Il était une fois la représentation
Pourtant, le foot français a besoin de changement. Celui de sa tête n’y suffira sûrement pas, et il ne s’agit même pas de cibler en particulier Noël Le Graët. Certes les derniers instants de son actuel mandat ont été agités. La pandémie a durablement affecté le sport numéro 1 (en nombre de pratiquants et en poids politique ou social). Notamment chez les amateurs, qui se sont sentis parfois abandonnés par la FFF, et qui souffrent et s’interrogent infiniment plus que le foot pro quant à leur avenir. Pendant ce temps, la LFP gère un cataclysme inédit entre huis clos et naufrage de Mediapro, pendant que Nathalie Boy de la Tour jetait elle l’éponge, refusant de continuer dans un tel enfer. De son côté, la belle maison fédérale a été ébranlée par les révélations autour de la gestion interne de son personnel (harcèlement, dysfonctionnement, etc.), principalement autour du management de Florence Hardouin. Noël Le Graët a essayé de tenir la barre tant bien que mal, y compris lorsqu’il prenait à rebrousse-poil son petit monde dans Le Parisien du 3 avril 2020 à propos du confinement : « Que tout le monde soit pressé de reprendre, je l’entends. Il en va de même pour les entreprises, les petits commerces. Il n’y a pas que le foot dans la vie. »
Un, deux , trois… Noël
Tout cela sentait la fin de règne.

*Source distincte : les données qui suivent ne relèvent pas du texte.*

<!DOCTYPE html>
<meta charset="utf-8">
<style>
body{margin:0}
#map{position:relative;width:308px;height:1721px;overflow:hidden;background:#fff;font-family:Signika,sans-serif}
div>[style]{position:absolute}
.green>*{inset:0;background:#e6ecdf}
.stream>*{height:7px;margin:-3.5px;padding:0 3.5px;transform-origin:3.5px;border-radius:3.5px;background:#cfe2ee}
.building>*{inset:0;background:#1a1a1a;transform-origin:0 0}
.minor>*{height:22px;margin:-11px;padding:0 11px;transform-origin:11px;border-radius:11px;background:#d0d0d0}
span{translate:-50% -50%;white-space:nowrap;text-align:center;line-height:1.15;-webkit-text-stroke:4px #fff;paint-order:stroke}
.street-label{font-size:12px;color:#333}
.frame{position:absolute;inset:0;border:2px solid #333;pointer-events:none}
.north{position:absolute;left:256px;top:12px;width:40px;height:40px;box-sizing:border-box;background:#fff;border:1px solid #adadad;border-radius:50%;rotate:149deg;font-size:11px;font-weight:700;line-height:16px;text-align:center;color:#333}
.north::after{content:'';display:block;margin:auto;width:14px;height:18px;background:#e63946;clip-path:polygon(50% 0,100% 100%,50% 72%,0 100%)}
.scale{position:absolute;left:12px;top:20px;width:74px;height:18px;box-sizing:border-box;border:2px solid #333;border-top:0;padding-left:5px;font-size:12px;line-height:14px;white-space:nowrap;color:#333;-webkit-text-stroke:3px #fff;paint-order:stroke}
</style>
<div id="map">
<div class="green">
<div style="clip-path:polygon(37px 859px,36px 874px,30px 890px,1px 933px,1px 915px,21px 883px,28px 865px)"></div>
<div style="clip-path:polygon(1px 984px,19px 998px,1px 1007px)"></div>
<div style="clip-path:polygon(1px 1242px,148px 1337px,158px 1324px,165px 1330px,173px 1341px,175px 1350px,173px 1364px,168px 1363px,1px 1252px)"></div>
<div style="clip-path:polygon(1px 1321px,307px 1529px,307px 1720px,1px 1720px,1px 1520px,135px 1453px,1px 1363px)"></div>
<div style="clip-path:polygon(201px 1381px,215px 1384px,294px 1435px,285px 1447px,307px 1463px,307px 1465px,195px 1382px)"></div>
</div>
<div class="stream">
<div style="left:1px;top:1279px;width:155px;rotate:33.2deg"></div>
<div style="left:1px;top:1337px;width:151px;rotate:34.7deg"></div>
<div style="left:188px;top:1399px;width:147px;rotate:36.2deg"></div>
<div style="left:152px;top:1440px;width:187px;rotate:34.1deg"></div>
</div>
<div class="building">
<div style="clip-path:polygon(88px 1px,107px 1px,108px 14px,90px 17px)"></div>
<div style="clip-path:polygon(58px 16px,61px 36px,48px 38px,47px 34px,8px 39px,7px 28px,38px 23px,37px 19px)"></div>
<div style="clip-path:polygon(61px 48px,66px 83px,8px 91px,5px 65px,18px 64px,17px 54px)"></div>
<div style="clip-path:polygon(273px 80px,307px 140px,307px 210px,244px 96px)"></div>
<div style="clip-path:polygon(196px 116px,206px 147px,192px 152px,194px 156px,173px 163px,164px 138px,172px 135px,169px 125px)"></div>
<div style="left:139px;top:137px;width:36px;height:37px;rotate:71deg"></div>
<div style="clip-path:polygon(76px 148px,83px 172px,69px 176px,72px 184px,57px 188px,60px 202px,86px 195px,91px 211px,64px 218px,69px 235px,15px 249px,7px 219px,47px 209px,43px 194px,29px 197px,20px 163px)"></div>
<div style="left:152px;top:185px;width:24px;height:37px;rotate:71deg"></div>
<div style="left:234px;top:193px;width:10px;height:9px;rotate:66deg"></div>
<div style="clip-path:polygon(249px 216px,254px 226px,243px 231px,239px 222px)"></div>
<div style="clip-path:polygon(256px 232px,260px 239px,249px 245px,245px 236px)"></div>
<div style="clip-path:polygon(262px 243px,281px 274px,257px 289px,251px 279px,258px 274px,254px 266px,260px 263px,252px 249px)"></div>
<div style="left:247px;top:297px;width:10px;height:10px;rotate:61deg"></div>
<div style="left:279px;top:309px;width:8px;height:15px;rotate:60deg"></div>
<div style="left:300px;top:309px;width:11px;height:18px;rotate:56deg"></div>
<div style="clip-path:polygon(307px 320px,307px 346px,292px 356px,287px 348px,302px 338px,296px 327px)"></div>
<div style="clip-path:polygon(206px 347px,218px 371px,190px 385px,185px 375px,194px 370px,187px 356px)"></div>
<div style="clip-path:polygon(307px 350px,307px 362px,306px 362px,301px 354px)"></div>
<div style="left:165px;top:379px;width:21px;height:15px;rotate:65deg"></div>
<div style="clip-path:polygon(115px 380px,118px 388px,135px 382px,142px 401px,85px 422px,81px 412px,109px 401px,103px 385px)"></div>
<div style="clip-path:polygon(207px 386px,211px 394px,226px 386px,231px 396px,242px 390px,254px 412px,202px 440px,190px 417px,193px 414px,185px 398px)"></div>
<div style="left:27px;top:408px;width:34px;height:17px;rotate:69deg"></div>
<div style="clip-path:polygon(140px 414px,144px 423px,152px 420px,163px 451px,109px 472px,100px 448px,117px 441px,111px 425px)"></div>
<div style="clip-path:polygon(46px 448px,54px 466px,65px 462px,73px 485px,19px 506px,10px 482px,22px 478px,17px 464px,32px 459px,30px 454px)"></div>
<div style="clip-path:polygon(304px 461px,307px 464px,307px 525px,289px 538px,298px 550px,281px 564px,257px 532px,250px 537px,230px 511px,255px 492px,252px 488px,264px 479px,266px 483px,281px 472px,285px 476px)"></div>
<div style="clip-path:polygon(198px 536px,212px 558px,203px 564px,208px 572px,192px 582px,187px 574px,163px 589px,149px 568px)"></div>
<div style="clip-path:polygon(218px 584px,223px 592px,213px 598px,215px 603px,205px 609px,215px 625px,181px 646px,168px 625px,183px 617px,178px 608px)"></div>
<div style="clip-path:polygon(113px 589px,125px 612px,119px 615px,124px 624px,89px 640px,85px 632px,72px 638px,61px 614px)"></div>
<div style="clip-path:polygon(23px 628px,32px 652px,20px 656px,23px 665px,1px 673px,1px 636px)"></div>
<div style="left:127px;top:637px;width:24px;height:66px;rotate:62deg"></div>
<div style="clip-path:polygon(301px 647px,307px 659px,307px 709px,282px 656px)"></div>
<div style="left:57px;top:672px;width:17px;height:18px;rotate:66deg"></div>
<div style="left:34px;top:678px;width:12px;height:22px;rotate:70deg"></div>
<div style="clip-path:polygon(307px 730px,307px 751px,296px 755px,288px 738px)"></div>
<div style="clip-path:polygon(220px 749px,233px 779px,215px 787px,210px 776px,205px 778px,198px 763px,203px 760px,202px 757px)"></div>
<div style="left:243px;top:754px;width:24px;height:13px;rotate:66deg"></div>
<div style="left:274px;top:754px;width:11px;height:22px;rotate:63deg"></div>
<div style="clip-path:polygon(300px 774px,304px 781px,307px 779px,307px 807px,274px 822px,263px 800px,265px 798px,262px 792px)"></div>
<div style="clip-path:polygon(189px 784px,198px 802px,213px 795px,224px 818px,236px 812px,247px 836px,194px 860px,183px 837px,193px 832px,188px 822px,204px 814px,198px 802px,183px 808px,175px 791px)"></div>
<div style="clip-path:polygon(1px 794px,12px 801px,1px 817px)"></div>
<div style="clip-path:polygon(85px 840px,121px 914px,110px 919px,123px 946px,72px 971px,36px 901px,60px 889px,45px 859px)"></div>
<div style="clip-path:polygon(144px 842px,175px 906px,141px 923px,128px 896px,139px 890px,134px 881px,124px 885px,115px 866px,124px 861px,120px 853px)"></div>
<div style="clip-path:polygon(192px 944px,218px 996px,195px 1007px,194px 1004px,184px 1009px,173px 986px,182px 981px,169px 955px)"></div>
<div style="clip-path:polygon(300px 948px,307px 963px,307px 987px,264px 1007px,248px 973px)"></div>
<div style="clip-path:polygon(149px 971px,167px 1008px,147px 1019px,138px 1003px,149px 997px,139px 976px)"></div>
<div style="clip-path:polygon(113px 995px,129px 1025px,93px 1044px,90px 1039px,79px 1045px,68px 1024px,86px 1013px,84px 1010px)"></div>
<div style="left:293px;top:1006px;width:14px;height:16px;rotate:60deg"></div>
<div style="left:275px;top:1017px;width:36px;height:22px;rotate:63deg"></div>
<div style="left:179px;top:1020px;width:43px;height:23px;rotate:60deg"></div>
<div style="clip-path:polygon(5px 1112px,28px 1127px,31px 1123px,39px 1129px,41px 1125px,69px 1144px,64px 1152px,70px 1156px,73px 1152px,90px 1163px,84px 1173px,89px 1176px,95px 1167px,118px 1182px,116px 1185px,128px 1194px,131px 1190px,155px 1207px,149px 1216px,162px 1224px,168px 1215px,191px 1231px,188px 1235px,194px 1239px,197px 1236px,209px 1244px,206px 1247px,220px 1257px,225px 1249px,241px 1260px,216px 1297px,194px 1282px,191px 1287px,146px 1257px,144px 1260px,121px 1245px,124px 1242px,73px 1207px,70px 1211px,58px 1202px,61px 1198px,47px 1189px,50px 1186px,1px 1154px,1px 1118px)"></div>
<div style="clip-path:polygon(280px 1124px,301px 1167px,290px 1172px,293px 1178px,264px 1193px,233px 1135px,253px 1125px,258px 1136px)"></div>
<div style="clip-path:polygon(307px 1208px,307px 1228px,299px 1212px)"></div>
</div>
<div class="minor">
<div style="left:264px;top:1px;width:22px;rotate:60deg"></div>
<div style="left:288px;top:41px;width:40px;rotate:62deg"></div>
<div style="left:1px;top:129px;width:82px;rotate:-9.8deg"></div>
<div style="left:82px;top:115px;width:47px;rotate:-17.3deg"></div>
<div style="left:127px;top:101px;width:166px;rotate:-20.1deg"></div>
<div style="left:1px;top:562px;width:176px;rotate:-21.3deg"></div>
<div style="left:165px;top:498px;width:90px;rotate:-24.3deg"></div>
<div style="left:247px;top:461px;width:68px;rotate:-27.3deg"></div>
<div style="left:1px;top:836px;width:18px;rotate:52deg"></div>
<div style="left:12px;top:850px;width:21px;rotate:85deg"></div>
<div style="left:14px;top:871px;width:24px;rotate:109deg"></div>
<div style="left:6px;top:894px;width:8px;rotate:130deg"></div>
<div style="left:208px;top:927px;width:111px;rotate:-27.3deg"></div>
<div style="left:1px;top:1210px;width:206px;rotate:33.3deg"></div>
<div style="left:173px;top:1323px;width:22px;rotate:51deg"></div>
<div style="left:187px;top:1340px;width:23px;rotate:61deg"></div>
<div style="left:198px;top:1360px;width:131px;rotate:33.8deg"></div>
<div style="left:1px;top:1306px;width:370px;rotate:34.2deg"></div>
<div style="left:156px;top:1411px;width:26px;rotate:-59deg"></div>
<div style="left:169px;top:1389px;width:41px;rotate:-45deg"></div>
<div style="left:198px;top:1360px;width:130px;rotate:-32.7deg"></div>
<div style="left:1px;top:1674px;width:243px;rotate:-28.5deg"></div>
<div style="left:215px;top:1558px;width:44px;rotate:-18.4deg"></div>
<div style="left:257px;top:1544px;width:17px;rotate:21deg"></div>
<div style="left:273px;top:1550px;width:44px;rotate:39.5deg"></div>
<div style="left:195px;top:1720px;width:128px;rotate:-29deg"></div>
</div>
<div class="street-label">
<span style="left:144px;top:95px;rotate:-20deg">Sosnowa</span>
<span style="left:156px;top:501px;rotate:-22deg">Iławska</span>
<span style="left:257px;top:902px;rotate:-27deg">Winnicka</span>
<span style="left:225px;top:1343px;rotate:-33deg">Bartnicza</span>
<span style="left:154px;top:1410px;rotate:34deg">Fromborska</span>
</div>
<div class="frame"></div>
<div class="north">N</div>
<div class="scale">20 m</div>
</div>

De quoi aiguiser les appétits comme celui de Frédéric Thiriez qui, entre deux ouvrages sur la montagne et l’opérette, se voit bien prendre d’assaut la forteresse de son meilleur ennemi. La vraie question reste entière : assisterons-nous enfin à un changement de ligne politique ? La FFF sera-t-elle enfin la grande maison du ballon rond, des clubs d’en bas si souvent oubliés, en place et lieu d’une obsession prédominante autour des Bleus ? À ce propos, Didier Deschamps n’a pas caché son légitimisme béat : « Ce serait une très bonne chose, je ne vais pas dire pour moi, car ce serait égoïste de ma part, mais pour le football français. Regardez où était la FFF avant son arrivée et où elle est aujourd’hui. On peut toujours faire plus, mais il faut aussi reconnaître le travail effectué. À travers les équipes nationales, le football amateur aussi… » De drôles de paroles qui se heurtent à la réalité : le foot est quasiment encore à l’arrêt, les féminines, grandes oubliées, paient les pots cassés des arbitrages financiers dans les clubs, sans oublier une crise économique qui se profile… Cet avenir incertain pour un foot qui se pensait triomphant et inébranlable demanderait une vision, de l’engagement, de la force de conviction, en particulier face au pouvoir public. Si, comme il est possible, voire probable, Noël Le Graët est réélu, on doute qu’il s’affirme en capacité d’affronter ces défis. Tout cela pour voir un Euro et une Coupe du monde du déshonneur au Qatar.